Supplied information:

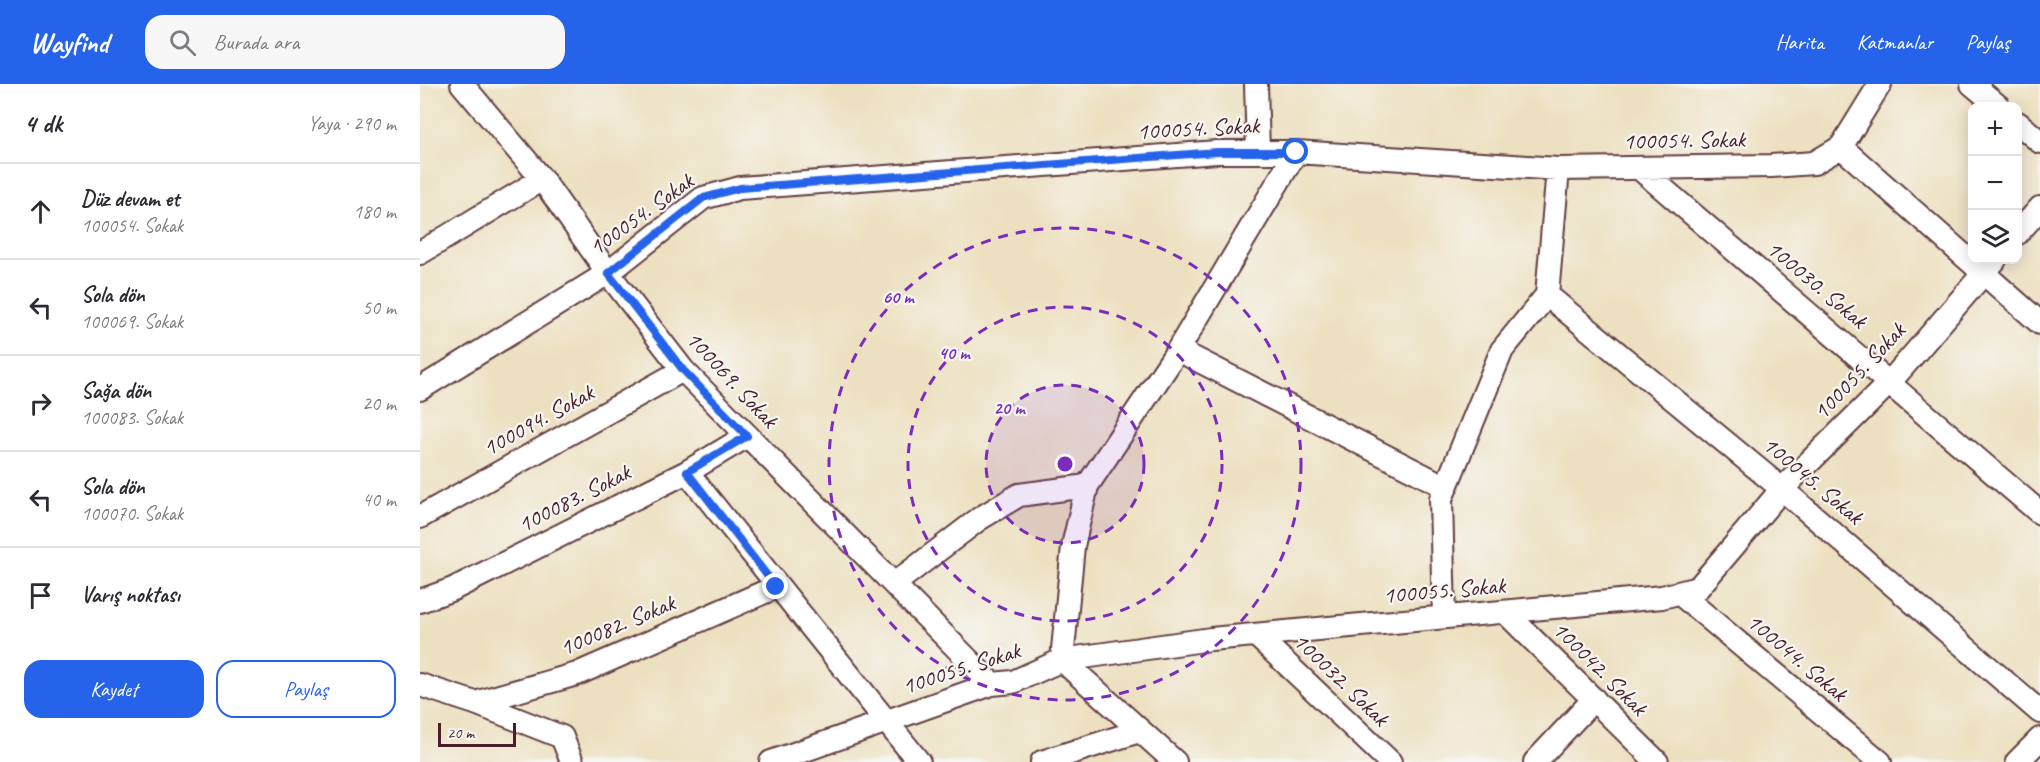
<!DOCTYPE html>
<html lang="tr">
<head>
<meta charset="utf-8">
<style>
  body { margin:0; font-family:Caveat,sans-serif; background:#f7f7f7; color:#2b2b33 }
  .controls { position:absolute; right:18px; top:18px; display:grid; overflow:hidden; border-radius:12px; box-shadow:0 3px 15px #0003 }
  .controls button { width:54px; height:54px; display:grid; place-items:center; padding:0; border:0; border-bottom:2px solid #e1e1e2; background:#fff; color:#2b2b33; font:30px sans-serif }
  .scale { position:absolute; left:18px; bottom:15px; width:78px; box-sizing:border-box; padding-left:6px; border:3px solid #4a1f2b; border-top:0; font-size:16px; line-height:21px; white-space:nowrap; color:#4a1f2b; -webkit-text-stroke:4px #f6f6f2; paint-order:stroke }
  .stop { position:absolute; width:18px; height:18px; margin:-14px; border:4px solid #2563eb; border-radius:50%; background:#fff }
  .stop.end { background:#2563eb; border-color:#fff; box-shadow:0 2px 6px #0008 }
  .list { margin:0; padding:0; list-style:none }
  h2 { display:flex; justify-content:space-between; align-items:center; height:78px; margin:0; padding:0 24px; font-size:26px }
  h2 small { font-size:20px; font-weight:400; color:#7c7c81 }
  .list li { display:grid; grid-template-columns:39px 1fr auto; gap:18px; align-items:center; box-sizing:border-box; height:96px; padding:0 24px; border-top:2px solid #e1e1e2 }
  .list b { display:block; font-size:22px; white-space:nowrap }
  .list p { margin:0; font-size:20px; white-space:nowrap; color:#7c7c81 }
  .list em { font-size:20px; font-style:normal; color:#7c7c81 }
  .actions { display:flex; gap:12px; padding:18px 24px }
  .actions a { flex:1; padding:14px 0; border:2px solid #2563eb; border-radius:18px; text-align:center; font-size:21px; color:#2563eb }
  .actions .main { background:#2563eb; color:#fff }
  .icon { flex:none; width:33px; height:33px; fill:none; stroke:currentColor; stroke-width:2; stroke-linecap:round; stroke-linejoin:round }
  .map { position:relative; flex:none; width:1620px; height:678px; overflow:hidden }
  header { display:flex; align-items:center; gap:36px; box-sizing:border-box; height:84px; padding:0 30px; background:#2563eb; color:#fff }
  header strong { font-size:28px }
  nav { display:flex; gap:33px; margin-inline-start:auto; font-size:21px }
  .search { width:420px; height:54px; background:#f7f7f7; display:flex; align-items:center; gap:15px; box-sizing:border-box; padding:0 21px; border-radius:18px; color:#7c7c81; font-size:22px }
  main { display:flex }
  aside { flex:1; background:#fff }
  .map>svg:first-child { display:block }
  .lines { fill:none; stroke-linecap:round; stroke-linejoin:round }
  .minor-casing { stroke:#623c41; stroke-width:26 }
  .minor { stroke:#fff; stroke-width:22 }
  .route { stroke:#2563eb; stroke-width:8 }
  .ring { fill:none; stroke:#7b2cbf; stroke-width:3; stroke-dasharray:10 8 }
  .labels { text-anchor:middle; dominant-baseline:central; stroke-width:4.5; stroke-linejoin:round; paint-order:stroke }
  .street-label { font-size:24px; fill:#4a1f2b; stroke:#f6f6f2 }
  .centre { fill:#7b2cbf; stroke:#f6f6f2; stroke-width:3 }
  .ring-label { font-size:18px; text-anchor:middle; font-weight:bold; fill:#7b2cbf; stroke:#f6f6f2; stroke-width:4.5; stroke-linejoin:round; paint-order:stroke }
</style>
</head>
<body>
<header>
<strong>Wayfind</strong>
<div class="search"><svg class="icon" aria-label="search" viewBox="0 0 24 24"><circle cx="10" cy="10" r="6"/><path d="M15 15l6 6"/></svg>Burada ara</div>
<nav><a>Harita</a><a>Katmanlar</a><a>Paylaş</a></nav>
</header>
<main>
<aside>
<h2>4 dk<small>Yaya · 290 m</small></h2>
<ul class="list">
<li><svg class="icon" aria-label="ahead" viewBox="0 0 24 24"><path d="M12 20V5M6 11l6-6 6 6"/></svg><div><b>Düz devam et</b><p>100054. Sokak</p></div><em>180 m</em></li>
<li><svg class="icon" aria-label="left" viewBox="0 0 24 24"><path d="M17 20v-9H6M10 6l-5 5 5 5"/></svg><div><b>Sola dön</b><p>100069. Sokak</p></div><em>50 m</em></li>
<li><svg class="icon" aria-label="right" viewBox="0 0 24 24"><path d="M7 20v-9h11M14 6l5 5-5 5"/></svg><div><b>Sağa dön</b><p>100083. Sokak</p></div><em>20 m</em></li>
<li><svg class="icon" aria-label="left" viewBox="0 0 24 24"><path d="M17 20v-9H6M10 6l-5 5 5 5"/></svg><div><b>Sola dön</b><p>100070. Sokak</p></div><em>40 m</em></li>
<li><svg class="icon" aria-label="arrive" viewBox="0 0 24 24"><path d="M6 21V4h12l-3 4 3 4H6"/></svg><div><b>Varış noktası</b></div></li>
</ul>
<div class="actions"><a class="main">Kaydet</a><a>Paylaş</a></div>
</aside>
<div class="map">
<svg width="1620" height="678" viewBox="0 0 1620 678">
  <rect width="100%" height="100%" fill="#f6f6f2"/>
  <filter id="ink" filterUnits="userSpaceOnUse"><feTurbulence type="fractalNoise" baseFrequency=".0167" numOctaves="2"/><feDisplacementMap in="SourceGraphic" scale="12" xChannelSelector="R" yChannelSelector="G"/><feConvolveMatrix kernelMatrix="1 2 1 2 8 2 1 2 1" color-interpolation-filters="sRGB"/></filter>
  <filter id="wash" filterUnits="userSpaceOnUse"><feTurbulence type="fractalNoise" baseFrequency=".008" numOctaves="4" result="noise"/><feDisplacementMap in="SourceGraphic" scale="24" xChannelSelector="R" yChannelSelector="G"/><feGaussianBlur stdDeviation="1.35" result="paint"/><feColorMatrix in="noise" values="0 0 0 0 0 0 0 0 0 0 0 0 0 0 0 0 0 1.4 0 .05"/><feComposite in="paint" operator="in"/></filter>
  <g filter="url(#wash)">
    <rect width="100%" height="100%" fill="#ede0c0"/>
  </g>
  <g filter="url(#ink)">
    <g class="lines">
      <g class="minor-casing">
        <path id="minor" d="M42 0 122 95 188 189 263 286 572 600
          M836 0 838 68
          M1552 0 1578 22
          M1598 39 1620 58
          M1421 63 1620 239
          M1421 63 1460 0
          M1219 84 1620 429
          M1598 149 1620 124
          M0 169 122 95
          M1127 211 1362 405 1620 628
          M758 266 1026 403
          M0 305 188 189 283 114 320 104 797 68H876L1138 85 1351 82 1394 79 1421 63
          M267 388 499 678
          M0 433 263 286
          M474 500 559 435 599 411 667 402
          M1259 509 1460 678
          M0 517 33 505 267 388 327 352
          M1085 528 1237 678
          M1024 533 1021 415 1082 266 1127 211 1138 85
          M836 551 970 678
          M0 601 55 619 142 653 152 678
          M55 619 157 590 356 503
          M351 678 572 600 593 598 642 576 791 555 1242 513 1278 504 1362 405 1470 298 1575 176
          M622 678 719 647
          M755 678 642 576 653 462 667 402 758 266 876 68
          M1115 678 1174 615
          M1597 678 1620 655"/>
      </g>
      <use href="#minor" class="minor"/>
    </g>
  </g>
  <g class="lines" filter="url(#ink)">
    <path class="route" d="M356 503 267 388 327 352 263 286 188 189 283 114 320 104 797 68H876"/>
  </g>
  <circle cx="645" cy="380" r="79" fill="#7b2cbf" fill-opacity=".12"/>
  <g class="ring">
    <circle cx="645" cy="380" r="79"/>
    <circle cx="645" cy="380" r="157"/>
    <circle cx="645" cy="380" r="236"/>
  </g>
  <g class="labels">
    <g class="street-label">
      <text transform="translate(778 44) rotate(-3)">100054. Sokak</text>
      <text transform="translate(1264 56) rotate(-1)">100054. Sokak</text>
      <text transform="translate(221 130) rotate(-36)">100054. Sokak</text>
      <text transform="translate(1397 200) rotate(40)">100030. Sokak</text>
      <text transform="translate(1439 287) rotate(-47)">100055. Sokak</text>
      <text transform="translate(312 295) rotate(47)">100069. Sokak</text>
      <text transform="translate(118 336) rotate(-29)">100094. Sokak</text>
      <text transform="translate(1393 396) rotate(40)">100045. Sokak</text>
      <text transform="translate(154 414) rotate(-27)">100083. Sokak</text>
      <text transform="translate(1024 506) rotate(-5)">100055. Sokak</text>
      <text transform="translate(197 541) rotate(-23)">100082. Sokak</text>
      <text transform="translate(1377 573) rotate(40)">100044. Sokak</text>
      <text transform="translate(541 584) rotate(-18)">100055. Sokak</text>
      <text transform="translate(1180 584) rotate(45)">100042. Sokak</text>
      <text transform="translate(921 595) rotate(44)">100032. Sokak</text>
    </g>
  </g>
  <circle cx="645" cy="380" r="9" class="centre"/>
  <g class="ring-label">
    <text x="478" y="219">60 m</text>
    <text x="534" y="275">40 m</text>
    <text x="589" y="330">20 m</text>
  </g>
</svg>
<div class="controls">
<button>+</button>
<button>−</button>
<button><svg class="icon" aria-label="layers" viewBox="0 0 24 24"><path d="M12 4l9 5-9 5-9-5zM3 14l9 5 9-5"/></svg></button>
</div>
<div class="scale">20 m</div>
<div class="stop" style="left:876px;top:68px"></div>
<div class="stop end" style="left:356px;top:503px"></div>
</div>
</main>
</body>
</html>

Task requirements:
Please state how many lines of the entries above include the string "linecap", giving the number and nothing more.

Answer for this exercise:
2